What this task involves
Because only the count matters, report how many lines in the material hold the string "butt" and nothing more.

Data to use
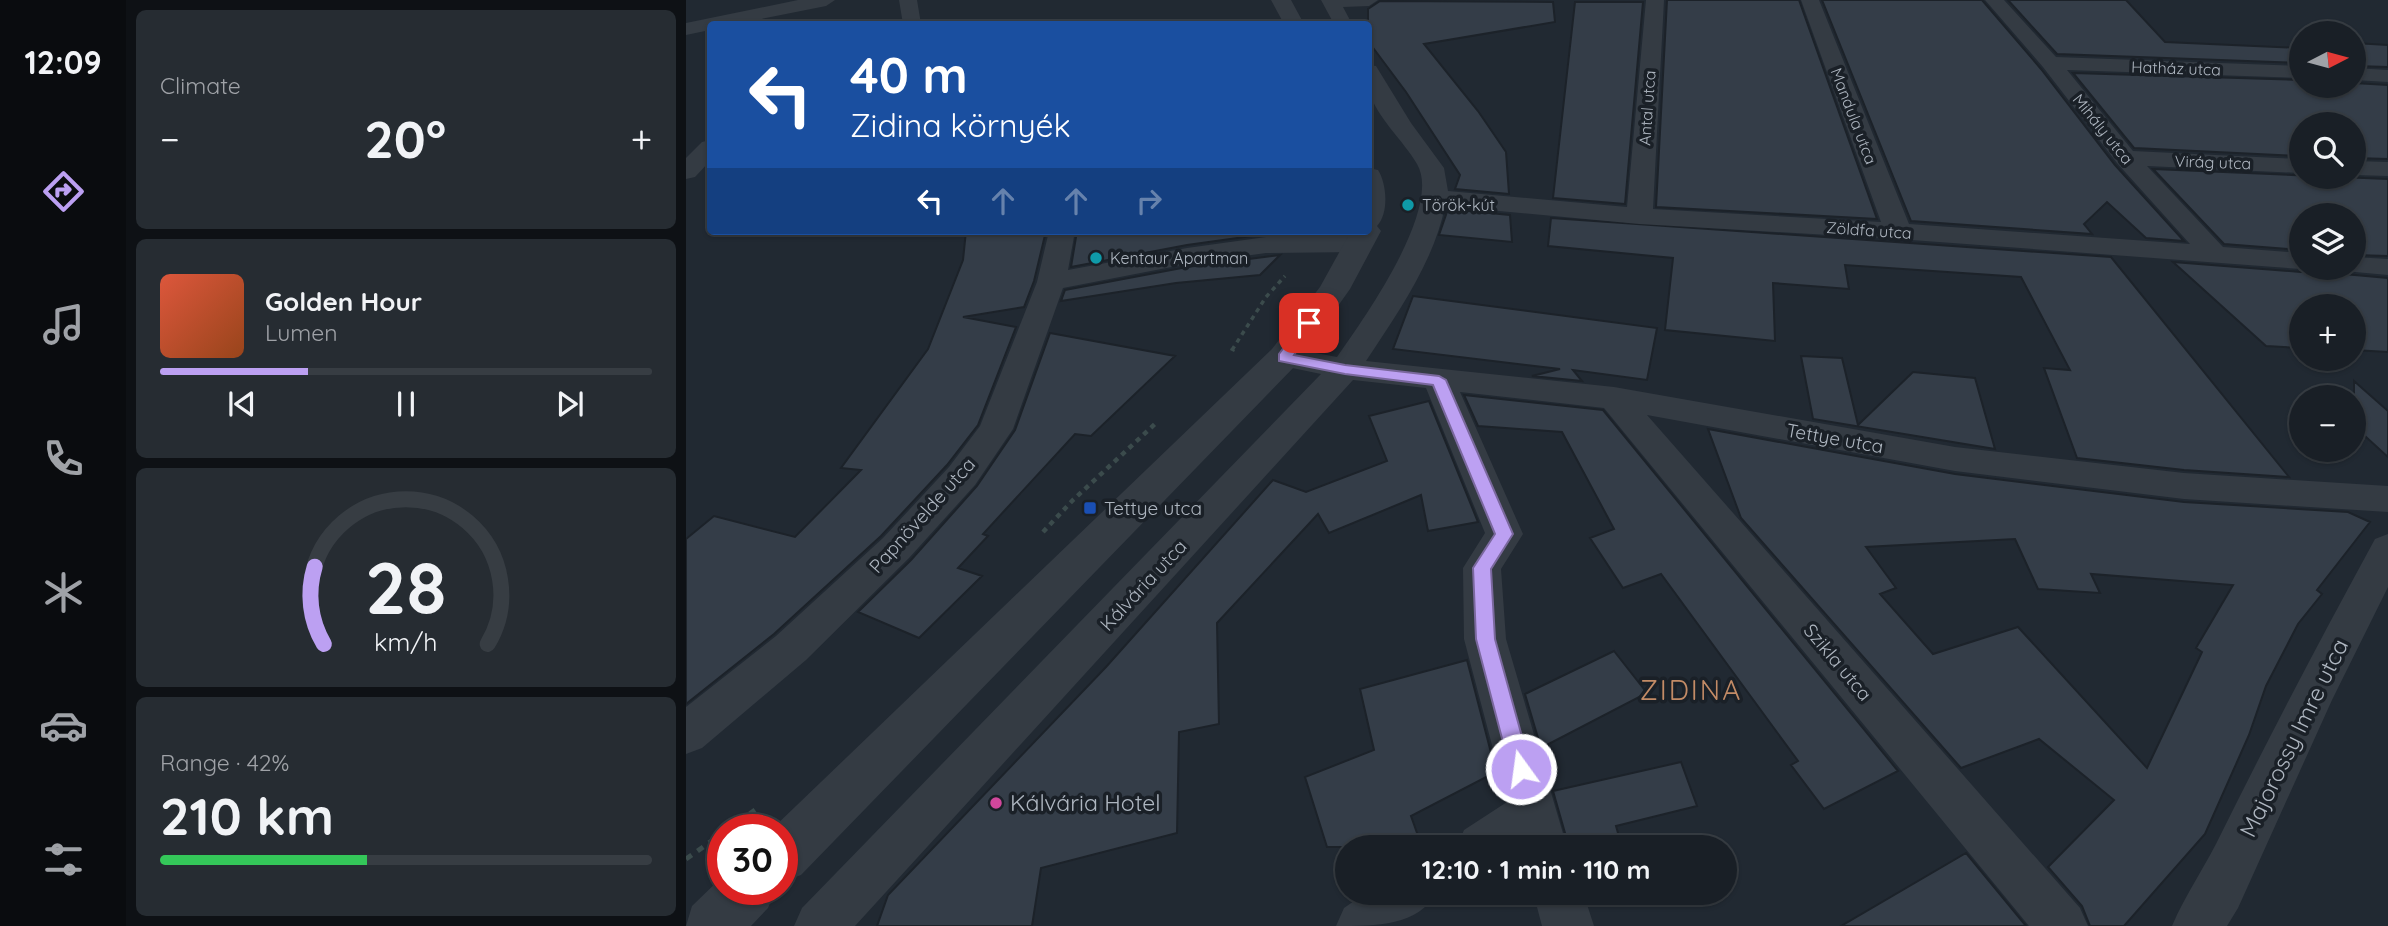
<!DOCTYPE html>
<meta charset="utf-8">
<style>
:root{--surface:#191f26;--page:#262c32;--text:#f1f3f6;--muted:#9fa2a7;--line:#373d43;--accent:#bca0f2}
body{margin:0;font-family:Quicksand,sans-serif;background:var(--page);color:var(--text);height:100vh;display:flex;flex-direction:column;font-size:26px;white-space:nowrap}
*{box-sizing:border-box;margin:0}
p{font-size:23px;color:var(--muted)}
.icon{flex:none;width:38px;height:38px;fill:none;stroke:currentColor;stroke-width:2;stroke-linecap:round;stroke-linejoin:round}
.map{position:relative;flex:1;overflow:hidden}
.side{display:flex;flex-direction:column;gap:10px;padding:10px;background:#0e1115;width:560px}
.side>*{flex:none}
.hud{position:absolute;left:21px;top:21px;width:665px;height:214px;border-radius:7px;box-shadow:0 2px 5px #0004,0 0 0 2px var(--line);background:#1a4fa0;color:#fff;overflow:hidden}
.needle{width:46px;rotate:84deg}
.tools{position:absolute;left:1603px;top:21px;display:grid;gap:14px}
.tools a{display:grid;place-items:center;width:77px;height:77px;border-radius:50%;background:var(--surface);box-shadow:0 2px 5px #0004,0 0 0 2px var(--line);font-size:35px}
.speed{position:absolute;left:21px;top:814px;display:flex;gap:14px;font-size:35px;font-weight:700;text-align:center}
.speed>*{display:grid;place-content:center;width:91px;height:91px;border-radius:50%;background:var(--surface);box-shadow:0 2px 5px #0004,0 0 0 2px var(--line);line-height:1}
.speed .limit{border:10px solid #d22;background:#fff;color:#111}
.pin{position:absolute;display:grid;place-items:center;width:60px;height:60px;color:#fff;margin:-30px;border-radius:14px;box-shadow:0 4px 10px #0006}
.me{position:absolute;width:77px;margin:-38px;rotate:346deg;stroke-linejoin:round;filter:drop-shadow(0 0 5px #0008)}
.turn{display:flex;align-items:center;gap:24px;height:147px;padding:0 28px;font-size:32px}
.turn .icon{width:91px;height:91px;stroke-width:2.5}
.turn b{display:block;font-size:49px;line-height:60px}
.lanes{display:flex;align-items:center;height:66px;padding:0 28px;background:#0003;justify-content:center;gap:35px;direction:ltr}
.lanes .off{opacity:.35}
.big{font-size:52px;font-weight:800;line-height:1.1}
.side .widget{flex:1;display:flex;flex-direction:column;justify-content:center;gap:10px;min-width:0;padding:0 24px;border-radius:10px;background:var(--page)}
.side .dial{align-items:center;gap:0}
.dial svg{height:182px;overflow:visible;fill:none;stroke:var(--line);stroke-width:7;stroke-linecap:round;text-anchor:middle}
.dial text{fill:var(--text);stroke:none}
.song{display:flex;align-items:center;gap:21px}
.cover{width:84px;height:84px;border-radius:10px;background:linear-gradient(135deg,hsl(10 70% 55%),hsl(20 70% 35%))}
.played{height:7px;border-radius:4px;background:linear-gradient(90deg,var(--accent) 30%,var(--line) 30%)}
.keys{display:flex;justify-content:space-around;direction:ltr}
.heat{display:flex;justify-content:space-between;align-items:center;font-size:38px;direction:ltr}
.charge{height:10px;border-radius:5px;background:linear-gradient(90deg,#34c759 42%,var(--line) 0)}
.trip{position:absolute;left:649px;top:835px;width:402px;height:70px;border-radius:35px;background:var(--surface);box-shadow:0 2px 5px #0004,0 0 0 2px var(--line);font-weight:800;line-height:70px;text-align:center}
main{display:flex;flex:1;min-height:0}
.tab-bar{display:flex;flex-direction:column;width:126px;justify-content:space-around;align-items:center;background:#0a0c0f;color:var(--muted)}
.tab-bar .icon{width:49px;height:49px}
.tab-bar .on{color:var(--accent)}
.tab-bar b{font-size:32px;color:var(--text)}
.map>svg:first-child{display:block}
.building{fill:#343d48;stroke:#1c2229;stroke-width:2;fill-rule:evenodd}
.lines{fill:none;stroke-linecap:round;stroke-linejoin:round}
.path-far2{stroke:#3b4b4c;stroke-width:3.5;stroke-dasharray:4.5 4.5;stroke-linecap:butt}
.path-far1{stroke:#3b4b4c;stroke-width:4.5;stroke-dasharray:5 5;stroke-linecap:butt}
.path{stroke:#3b4b4c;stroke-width:5;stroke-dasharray:7 7;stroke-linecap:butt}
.minor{fill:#343b43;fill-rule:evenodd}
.tertiary{fill:#343b43;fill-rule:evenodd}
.route{fill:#bca0f2;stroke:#7a689d;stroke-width:2}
.culture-dot{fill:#0f9aa8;stroke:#1a2027;stroke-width:2.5}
.transit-dot{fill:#1a4fb4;stroke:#1a2027;stroke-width:2.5}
.hotel-dot{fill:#d1479c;stroke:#1a2027;stroke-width:2.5}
.labels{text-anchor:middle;stroke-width:7;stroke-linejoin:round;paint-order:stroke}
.far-street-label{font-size:16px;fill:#aeb6c0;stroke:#1a2027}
.far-poi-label{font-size:16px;fill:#aeb6c0;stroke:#1a2027;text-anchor:start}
.street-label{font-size:19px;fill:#aeb6c0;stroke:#1a2027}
.poi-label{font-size:19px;fill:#aeb6c0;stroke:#1a2027;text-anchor:start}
.near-street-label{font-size:23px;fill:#aeb6c0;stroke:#1a2027}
.near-poi-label{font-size:23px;fill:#aeb6c0;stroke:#1a2027;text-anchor:start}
.near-quarter-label{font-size:28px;letter-spacing:2px;fill:#c38b66;stroke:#1a2027}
</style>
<main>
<nav class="tab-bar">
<b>12:09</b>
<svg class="icon on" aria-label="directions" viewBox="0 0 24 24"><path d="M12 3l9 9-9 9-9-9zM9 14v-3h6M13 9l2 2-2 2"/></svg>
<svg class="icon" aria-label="music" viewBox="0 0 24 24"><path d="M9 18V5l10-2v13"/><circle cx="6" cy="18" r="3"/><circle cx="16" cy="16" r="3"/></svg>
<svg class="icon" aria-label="phone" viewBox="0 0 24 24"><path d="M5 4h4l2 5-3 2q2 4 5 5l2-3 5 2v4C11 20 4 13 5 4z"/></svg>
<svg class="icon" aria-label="climate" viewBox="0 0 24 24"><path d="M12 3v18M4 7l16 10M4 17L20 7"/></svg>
<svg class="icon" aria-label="car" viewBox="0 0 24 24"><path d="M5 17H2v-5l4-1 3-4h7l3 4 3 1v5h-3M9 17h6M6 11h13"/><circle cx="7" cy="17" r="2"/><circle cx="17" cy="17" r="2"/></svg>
<svg class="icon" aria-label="filters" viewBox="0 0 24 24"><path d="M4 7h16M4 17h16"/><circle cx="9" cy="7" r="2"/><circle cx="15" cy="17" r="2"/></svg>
</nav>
<section class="side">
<div class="widget"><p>Climate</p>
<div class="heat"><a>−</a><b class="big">20°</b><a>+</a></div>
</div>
<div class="widget">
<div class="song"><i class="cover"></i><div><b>Golden Hour</b><p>Lumen</p></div></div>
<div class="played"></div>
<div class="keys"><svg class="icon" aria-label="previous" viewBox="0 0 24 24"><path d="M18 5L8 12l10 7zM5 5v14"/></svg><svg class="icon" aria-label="pause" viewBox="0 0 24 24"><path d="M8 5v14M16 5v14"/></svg><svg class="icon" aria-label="next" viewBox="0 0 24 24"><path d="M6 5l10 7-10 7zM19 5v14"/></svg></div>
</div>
<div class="widget dial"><svg viewBox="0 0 100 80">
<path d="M14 69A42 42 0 1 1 86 69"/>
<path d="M14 69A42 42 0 0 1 10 35" stroke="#bca0f2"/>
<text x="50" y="56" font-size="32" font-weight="700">28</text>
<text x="50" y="72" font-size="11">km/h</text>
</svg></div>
<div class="widget"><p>Range · 42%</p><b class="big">210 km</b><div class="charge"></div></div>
</section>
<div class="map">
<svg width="1702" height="926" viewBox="0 0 1702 926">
<rect width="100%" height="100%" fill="#212932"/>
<path class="building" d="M981,0H1113L1191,219L970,207Z
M1136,0H1296L1355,69L1429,165L1498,241L1460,238L1421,202L1398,224L1406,234L1225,221Z
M1322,0H1440L1479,42L1615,48V63L1371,54Z
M694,1L867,2L869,22L738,44L792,111L820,152L823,194L769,189L774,175L720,92L682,41V9Z
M889,2H957L939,204L867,198Z
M1668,43L1702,45V67L1668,66Z
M1387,73L1615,80V86H1668V83L1702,85V159L1668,158V124H1615V156L1448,148Z
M1467,169L1702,179V256L1668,255V215H1615V250L1538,244Z
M762,209L824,215L826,242L753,235Z
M865,218L1425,257L1603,477L1498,470L1391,458L1358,368L1384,370L1335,277L1159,265L1163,289L1087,283L1089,341L979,330L987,258L862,246Z
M280,231H360L348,281L338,307L277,317L330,327L292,425L261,465L195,536L88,634L0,704V539L28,516L109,537L175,470L155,468L242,349L277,260Z
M391,231H620L617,234H580L501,245L385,267Z
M594,255L574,275L490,283L375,301L379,290L501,267Z
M1487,262L1615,272L1625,268H1653L1658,274L1702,278V352L1668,350V306H1615V348L1580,346Z
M727,296L971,328L961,380L887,370L896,381L846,376L874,369L707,349Z
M364,333L489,356L405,436L389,434L297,534L302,536L272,568L296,576L233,638L172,612L225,560L291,486L329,430Z
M1115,356L1156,358L1172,425L1227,372L1289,378L1309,449L1127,419Z
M1668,381L1702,411V457L1668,426Z
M778,395L917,410L1212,771L1138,809L1105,765L1112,761L975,574L937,588L904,538L928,529L876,432L792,426Z
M743,401L792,522L742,531L735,495L643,533L632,514L531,623L533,724L493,732L491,833L355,868L346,926H191L202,895L420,667L587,480L620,492L701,461L683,416Z
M1022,429L1269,474L1498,502L1662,512L1684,522L1631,590L1636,594L1612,624L1580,686L1563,735L1519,834L1438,926H1404L1396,906L1362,867L1428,800L1353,739L1275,768L1055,518ZM1329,539L1352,589L1414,593L1405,574L1547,585L1510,648L1516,652L1461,768L1332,627L1247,654L1194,594L1210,588L1180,547Z
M928,651L961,693L855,748L839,694Z
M781,660L810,772L725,816L736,847H641L619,777L688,750L674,689Z
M995,762L1011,806L930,826L936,847H883L867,791Z
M1280,853L1340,926H1155Z"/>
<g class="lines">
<path class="path-far2" d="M546,350L580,297L599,276"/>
<path class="path-far1" d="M546,351L547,349
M357,532L387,500L469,424"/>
<path class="path" d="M41,830L69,810
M0,859L37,833"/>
<path class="minor" d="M112,0H149L140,6L50,24H24V30L0,35V23Z
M213,0H231L235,24H217Z
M635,0H692L683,6L657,7L666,24H648Z
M960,0H978L967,209L1195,222L1115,0H1133L1223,224L1504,244L1431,163L1357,67L1299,0H1318L1370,57L1615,66V78L1381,70L1447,151L1615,159V173L1461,166L1537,247L1615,253V268H1622L1615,269L1212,239L953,224L759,206C748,262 711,314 680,361L928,387L1269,447L1498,473L1702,486V512L1498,499L1269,471L961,415L1394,908L1402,926H1343L918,408L774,392L837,534L815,569L820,639L881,847H771L778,830L821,802L778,639L777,568L799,533L740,388L667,380L169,926H108L116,908L635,374L587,364L582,357L587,350L598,347L651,357C677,320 757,208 731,164C717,140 692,119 683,92C681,84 682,73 682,65L690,66L725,123L758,168L762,191L941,207Z
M1668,68L1702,70V82L1668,80Z
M24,140V161L9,177L0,179V158L16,142Z
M1668,161L1702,162V176L1668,175Z
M363,231H389L382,270L501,248L580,237L673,236L683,238L687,244L683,250L673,252L580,253L501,264L377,288L327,429L289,485L223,558L120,660L16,748L0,754V707L90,636L197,538L263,467L294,426L351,282Z
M1668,257L1702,259V275L1658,271L1656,268H1668Z
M1702,534V587L1646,700L1552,908L1541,926H1486C1500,893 1521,864 1536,832C1585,733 1636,636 1689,539Z
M681,892H751C732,926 691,926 650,926L658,908Z
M847,892H897L908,926H856Z"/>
<path class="tertiary" d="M585,0H605L618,24H598Z
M682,168L692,170C701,184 703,213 691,226L695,231L664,289L610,365L115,875L96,882V830H85L586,349L634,287L665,231H682Z
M37,876V889H90L82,908L65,926H0L6,906Z"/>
</g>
<path class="route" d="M623,319L630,323L608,355L659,365L753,376L760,380L827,534L805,569L809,639L845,769L842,776L835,779L827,776L824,769L790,639L787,568L809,534L747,385L659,374L593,361V354L618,320Z"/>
<g class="culture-dot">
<circle cx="722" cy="205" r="7"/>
<circle cx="410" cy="258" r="7"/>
</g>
<rect class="transit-dot" x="397" y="501" width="14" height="14" rx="3.5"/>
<circle class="hotel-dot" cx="310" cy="803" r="7"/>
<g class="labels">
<g class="far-street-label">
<text transform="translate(1490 68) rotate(2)" y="6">Hatház utca</text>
<text transform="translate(961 108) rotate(-86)" y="6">Antal utca</text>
<text transform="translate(1168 116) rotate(69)" y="6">Mandula utca</text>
<text transform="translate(1417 129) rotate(51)" y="6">Mihály utca</text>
<text transform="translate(1527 162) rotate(2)" y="6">Virág utca</text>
<text transform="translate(1183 230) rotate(4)" y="6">Zöldfa utca</text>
</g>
<g class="far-poi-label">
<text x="736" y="211">Török-kút</text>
<text x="424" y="264">Kentaur Apartman</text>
</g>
<g class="street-label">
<text transform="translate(1149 438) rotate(10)" y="7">Tettye utca</text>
<text transform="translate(236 515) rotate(-48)" y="7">Papnövelde utca</text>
<text transform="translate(457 585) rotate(-47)" y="7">Kálvária utca</text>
<text transform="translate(1152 662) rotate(50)" y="7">Szikla utca</text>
</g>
<g class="poi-label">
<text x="418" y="515">Tettye utca</text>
</g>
<g class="near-street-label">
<text transform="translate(1608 738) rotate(-64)" y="8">Majorossy Imre utca</text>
</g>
<g class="near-poi-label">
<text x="324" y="811">Kálvária Hotel</text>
</g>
<g class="near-quarter-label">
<text x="1005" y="700">ZIDINA</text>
</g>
</g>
</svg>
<div class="tools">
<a><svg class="needle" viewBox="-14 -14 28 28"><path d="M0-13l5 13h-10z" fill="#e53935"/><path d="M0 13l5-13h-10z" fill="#9fa2a7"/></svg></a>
<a><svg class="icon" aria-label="search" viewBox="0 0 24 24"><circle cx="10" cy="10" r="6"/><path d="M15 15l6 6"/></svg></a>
<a><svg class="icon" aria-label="layers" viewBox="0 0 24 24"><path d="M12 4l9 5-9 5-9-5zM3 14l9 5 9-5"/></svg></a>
<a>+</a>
<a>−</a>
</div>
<div class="speed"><div class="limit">30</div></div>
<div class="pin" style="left:623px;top:323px;background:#d93025"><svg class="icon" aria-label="arrive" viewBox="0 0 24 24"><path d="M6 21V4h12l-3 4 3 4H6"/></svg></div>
<svg class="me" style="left:835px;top:769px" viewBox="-20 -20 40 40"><circle r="17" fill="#bca0f2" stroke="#fff" stroke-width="3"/><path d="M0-11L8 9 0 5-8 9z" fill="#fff"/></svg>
<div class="trip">12:10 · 1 min · 110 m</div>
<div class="hud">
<div class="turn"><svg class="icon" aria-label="left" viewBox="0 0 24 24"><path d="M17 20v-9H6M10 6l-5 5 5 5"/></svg><div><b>40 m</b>Zidina környék</div></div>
<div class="lanes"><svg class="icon" aria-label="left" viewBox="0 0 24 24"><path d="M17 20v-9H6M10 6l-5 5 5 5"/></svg><svg class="icon off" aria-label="ahead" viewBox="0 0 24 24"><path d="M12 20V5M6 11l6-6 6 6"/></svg><svg class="icon off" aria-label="ahead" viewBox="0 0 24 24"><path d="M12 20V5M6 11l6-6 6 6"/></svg><svg class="icon off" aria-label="right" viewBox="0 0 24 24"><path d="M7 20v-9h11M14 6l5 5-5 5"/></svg></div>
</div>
</div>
</main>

Result of this exercise
3